**Exercise brief:**
When the string "hidden" is part of a line below, that line should be copied.

----- Input -----

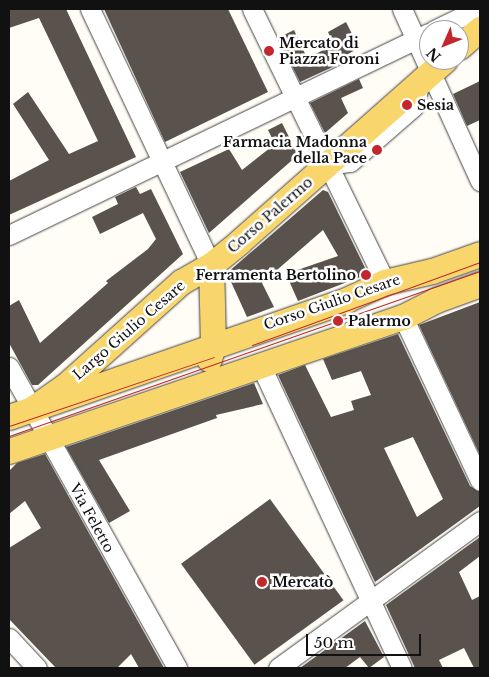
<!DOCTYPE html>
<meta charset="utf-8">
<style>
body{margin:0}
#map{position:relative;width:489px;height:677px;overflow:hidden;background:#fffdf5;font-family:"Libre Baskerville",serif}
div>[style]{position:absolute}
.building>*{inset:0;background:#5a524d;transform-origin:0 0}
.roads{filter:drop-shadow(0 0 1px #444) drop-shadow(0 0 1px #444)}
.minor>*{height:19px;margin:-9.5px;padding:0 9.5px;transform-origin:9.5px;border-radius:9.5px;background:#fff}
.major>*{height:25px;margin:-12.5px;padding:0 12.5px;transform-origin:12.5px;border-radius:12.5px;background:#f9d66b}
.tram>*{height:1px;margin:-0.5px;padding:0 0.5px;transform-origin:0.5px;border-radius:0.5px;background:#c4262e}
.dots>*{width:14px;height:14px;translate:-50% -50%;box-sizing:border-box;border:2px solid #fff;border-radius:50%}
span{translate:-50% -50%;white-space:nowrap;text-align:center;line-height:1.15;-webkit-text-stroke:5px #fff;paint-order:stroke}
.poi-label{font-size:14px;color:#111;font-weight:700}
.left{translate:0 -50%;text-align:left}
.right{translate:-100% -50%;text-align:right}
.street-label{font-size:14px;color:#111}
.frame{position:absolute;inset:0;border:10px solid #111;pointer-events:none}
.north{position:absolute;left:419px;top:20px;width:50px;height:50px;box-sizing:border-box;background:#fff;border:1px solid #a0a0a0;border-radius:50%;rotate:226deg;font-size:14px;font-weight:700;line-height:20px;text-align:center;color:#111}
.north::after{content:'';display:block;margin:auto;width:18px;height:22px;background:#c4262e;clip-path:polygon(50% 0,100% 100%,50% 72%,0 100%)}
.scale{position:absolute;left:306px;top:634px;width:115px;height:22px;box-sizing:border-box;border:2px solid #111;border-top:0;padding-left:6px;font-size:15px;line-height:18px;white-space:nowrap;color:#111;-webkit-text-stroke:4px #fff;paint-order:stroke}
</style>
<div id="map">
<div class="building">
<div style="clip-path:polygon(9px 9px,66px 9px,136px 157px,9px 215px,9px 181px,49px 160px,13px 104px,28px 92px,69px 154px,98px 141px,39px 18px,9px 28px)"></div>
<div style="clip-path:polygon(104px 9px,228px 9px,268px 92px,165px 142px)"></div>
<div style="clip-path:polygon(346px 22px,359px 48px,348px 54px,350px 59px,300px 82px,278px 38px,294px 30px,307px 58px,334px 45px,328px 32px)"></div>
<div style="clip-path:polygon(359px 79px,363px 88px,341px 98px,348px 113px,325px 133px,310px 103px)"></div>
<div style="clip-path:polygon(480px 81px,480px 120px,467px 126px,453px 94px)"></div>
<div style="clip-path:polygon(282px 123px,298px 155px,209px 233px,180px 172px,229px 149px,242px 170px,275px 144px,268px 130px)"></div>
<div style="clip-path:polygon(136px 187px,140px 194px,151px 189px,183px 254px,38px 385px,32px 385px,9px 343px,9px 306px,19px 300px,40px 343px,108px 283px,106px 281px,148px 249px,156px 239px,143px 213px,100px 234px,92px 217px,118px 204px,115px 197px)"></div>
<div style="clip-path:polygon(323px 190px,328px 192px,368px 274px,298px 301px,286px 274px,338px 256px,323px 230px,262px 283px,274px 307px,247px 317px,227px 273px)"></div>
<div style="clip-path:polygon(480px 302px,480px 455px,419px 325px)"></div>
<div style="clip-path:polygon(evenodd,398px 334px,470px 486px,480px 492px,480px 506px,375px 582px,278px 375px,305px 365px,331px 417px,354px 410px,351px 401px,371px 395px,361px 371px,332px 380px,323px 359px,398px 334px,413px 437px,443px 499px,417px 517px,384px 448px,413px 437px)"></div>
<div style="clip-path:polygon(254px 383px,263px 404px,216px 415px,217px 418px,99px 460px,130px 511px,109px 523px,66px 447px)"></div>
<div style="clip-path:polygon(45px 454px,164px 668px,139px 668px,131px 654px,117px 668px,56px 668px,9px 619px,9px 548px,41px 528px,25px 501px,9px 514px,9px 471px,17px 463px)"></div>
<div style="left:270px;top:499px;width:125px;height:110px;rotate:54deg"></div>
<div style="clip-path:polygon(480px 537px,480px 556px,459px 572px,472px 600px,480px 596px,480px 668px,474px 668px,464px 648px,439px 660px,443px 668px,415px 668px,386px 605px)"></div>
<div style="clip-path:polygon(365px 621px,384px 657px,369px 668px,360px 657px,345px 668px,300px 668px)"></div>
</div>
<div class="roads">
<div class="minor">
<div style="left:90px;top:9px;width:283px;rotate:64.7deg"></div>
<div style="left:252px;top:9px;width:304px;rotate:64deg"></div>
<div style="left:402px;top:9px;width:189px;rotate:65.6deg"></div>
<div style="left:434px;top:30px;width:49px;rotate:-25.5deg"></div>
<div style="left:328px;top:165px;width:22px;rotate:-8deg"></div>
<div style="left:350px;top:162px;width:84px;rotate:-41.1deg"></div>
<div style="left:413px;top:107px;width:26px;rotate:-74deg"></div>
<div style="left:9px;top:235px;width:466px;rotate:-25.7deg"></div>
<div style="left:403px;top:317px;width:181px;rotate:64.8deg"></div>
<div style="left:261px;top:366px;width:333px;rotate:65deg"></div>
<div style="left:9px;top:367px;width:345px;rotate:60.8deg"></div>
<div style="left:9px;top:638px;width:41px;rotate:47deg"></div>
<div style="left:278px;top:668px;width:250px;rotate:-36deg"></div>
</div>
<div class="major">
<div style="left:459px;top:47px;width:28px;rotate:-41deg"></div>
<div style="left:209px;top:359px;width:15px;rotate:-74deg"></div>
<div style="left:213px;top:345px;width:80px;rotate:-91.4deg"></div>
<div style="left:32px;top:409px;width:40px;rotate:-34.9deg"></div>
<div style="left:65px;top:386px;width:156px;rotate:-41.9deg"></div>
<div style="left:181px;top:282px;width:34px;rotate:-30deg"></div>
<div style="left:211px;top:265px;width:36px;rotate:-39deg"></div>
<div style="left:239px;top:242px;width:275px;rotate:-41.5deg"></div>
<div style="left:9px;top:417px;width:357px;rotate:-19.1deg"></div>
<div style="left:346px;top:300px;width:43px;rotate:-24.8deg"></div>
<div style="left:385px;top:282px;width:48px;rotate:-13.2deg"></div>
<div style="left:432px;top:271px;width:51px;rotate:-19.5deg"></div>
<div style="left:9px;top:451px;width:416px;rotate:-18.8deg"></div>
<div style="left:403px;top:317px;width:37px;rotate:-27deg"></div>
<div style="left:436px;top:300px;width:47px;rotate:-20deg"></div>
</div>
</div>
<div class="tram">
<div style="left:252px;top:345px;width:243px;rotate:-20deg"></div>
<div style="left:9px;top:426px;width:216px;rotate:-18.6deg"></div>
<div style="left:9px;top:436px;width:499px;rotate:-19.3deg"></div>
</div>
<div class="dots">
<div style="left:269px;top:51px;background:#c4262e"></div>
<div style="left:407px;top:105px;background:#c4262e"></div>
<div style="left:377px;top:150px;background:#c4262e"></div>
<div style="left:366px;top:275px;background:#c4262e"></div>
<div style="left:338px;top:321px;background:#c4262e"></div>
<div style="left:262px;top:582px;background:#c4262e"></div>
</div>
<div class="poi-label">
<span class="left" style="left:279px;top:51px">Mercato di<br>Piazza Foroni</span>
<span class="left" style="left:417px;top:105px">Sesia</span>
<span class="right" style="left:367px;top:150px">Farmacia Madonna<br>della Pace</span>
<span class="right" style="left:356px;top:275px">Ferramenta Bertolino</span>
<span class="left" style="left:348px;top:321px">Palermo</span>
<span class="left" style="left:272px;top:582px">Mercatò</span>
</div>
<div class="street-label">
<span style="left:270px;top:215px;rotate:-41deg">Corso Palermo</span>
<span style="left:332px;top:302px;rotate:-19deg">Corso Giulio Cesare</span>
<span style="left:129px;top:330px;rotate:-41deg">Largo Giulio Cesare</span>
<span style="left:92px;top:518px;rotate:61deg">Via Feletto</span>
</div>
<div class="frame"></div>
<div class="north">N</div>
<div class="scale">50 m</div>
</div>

-----
----- Input -----

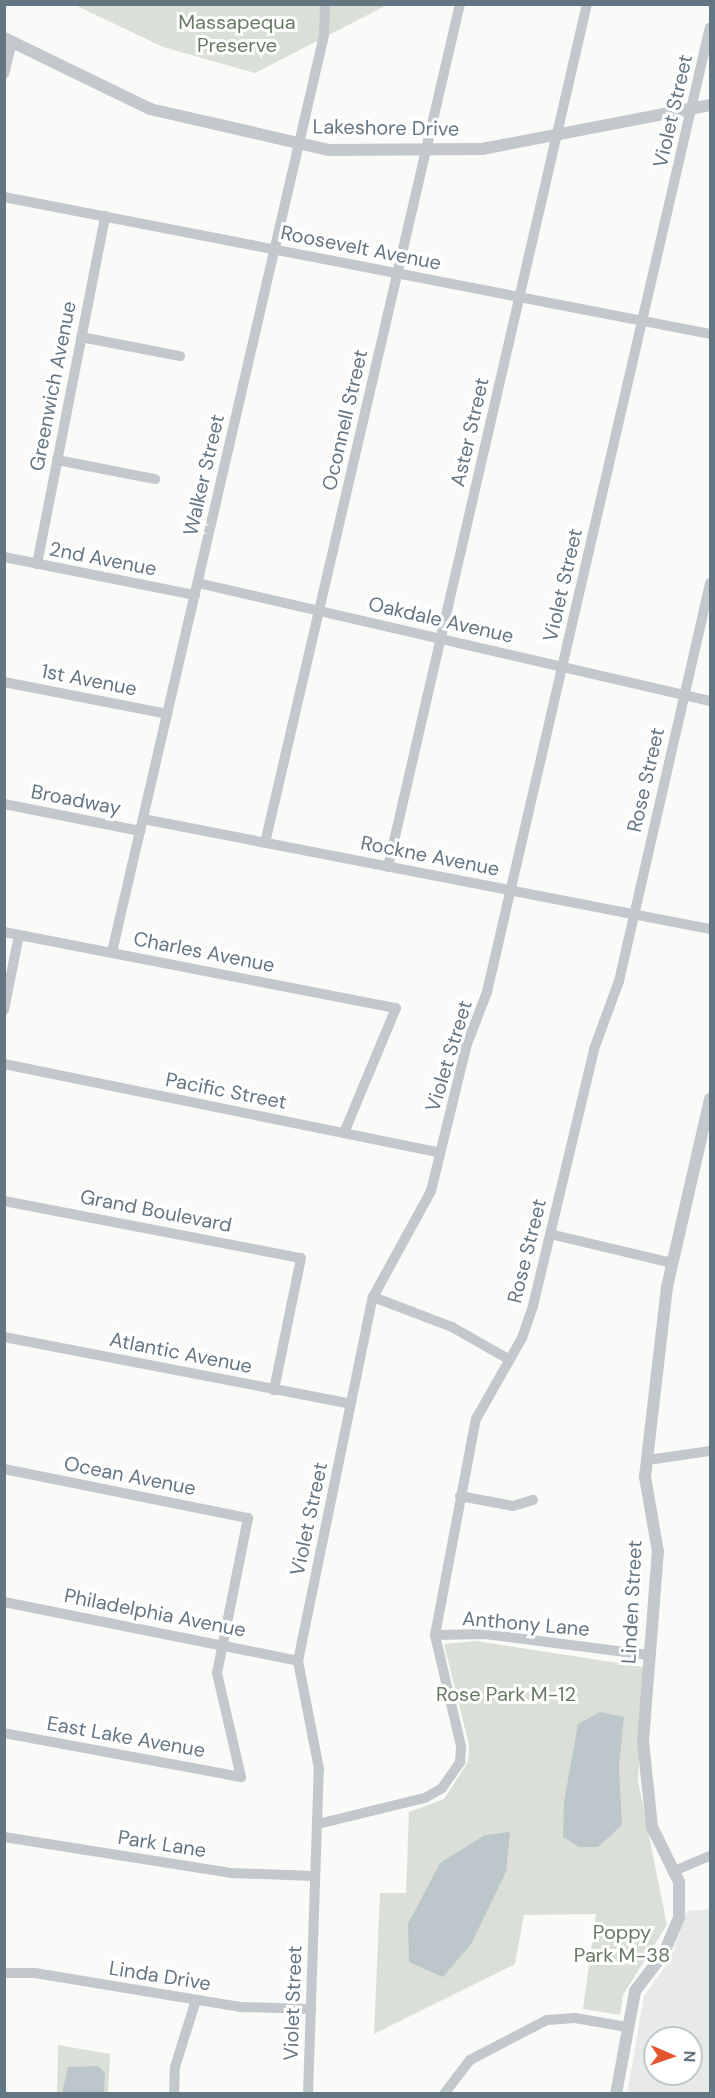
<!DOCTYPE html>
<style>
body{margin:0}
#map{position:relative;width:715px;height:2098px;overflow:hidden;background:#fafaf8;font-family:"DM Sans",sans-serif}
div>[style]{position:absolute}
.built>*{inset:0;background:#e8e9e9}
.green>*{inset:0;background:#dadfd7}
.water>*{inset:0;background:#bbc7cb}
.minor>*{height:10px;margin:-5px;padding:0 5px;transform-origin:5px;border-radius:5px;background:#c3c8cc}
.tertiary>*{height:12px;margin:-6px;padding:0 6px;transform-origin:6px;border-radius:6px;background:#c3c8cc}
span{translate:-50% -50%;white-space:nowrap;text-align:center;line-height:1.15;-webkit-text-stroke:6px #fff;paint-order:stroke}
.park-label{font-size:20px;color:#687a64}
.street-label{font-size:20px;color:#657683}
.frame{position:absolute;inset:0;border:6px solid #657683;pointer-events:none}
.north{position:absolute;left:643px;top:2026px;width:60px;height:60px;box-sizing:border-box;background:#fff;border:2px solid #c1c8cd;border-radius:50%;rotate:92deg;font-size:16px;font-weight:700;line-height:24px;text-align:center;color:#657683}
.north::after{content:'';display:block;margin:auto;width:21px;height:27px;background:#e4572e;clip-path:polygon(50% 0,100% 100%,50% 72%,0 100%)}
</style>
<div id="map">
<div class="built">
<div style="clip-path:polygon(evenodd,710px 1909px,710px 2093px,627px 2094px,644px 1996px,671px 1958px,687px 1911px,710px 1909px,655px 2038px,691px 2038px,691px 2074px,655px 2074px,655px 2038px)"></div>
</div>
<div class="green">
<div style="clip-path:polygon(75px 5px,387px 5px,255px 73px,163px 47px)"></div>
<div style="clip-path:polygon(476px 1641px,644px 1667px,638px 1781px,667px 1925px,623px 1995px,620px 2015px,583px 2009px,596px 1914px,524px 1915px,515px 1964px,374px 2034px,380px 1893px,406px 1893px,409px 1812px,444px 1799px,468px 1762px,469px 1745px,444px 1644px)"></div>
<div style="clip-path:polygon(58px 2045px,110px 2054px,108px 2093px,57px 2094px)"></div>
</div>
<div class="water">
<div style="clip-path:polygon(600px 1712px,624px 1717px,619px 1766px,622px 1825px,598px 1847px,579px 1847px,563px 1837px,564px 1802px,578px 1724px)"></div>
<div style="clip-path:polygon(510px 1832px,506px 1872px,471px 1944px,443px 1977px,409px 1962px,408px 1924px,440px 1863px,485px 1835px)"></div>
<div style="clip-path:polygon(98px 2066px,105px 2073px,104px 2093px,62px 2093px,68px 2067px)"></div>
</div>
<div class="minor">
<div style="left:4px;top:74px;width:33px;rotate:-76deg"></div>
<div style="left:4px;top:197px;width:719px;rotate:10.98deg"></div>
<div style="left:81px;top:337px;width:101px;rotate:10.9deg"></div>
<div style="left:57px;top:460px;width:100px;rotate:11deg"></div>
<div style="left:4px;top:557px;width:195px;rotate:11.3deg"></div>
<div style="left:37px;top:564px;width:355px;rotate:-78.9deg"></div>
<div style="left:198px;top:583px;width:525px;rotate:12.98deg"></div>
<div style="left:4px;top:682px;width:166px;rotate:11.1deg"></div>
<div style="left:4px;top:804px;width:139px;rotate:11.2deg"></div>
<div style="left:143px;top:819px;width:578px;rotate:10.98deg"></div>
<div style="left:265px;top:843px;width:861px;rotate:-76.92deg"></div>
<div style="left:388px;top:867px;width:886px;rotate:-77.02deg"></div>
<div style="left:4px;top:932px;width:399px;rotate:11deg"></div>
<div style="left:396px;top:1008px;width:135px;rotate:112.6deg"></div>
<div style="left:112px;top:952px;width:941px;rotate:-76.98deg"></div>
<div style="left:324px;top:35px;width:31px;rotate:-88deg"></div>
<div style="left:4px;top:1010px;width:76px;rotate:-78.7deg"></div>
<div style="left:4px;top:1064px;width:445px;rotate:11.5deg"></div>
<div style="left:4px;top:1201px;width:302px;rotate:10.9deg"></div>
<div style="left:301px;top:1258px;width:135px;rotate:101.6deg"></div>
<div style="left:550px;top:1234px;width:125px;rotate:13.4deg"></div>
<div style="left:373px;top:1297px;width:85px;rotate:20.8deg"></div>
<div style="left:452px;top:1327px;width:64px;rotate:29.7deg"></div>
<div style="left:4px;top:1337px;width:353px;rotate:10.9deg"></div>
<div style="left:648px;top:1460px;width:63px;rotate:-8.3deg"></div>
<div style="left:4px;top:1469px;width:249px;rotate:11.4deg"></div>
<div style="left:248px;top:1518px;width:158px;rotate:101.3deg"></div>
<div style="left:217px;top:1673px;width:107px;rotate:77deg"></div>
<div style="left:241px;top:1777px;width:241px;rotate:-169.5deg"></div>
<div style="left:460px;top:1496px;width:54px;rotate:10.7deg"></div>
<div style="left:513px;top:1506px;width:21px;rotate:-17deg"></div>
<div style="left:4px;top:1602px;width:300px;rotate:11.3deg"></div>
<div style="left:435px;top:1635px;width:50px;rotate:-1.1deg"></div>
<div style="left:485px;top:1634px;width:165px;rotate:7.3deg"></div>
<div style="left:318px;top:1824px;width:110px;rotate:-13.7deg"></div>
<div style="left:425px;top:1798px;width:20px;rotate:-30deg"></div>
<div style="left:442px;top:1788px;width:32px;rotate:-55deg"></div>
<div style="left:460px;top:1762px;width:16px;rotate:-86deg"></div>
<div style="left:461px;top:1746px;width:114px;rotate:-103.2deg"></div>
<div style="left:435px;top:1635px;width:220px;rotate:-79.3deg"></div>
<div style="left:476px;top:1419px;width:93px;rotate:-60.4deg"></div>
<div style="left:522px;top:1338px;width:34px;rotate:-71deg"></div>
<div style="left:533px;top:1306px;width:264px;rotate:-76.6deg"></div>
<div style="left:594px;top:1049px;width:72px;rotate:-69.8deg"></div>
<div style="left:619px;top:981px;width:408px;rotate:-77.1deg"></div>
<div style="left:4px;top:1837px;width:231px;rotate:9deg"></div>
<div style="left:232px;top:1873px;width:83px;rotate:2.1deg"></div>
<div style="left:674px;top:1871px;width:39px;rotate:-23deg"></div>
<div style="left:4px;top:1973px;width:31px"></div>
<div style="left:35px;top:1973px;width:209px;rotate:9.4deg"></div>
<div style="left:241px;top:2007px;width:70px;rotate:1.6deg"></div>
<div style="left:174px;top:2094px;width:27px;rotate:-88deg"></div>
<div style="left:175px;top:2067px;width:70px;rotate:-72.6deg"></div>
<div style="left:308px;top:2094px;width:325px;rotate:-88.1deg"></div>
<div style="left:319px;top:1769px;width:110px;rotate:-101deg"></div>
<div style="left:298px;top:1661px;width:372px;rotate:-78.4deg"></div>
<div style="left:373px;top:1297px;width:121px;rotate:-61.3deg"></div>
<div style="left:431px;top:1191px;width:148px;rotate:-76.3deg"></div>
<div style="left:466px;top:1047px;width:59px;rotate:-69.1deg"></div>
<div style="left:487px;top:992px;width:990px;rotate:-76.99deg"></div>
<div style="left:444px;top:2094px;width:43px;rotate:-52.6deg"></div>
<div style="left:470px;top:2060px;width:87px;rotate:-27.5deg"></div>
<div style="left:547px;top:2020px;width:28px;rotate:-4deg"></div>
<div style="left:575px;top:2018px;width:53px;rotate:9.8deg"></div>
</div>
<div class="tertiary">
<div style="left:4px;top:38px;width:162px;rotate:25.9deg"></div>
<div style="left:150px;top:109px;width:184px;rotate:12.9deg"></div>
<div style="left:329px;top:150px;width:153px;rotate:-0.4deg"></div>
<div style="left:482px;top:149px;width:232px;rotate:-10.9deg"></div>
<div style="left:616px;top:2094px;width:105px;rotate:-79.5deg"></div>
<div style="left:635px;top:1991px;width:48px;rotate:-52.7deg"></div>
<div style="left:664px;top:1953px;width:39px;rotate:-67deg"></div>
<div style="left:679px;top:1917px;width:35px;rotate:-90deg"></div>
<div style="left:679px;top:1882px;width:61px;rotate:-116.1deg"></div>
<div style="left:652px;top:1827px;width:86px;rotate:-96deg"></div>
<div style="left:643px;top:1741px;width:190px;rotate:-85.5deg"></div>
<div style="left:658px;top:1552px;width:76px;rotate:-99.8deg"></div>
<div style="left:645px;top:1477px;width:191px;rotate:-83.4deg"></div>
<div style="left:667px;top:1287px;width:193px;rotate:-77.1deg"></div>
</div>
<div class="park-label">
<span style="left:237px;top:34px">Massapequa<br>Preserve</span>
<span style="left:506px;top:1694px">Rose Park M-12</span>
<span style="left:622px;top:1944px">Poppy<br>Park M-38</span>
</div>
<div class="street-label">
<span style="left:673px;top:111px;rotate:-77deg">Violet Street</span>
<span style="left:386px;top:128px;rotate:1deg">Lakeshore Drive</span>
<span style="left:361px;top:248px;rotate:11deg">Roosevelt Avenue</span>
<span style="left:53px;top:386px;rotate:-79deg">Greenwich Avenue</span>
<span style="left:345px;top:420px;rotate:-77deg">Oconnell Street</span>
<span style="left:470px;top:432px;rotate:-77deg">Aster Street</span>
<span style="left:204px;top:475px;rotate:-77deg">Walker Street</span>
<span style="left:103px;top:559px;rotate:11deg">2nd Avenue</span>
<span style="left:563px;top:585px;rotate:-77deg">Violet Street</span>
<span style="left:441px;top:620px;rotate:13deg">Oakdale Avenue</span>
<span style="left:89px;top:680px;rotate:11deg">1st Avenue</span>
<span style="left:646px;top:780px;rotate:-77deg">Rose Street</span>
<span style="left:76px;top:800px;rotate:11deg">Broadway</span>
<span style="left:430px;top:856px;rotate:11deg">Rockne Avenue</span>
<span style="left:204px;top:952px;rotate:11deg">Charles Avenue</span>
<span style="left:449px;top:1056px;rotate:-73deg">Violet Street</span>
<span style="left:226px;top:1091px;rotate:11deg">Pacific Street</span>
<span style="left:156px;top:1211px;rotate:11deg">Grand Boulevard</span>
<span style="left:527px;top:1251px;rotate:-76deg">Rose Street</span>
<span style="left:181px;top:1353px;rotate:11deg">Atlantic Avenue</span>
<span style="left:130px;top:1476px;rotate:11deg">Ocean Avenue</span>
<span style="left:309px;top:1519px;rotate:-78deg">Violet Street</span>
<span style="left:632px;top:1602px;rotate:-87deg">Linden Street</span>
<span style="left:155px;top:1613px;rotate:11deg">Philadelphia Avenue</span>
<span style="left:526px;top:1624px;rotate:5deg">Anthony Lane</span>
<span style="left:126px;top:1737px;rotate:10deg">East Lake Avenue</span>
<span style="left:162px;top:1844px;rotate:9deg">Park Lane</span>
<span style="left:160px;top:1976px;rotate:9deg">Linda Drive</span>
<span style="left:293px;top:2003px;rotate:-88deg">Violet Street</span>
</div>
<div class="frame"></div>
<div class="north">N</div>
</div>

-----

**Reply to the task:**
#map{position:relative;width:489px;height:677px;overflow:hidden;background:#fffdf5;font-family:"Libre Baskerville",serif}
#map{position:relative;width:715px;height:2098px;overflow:hidden;background:#fafaf8;font-family:"DM Sans",sans-serif}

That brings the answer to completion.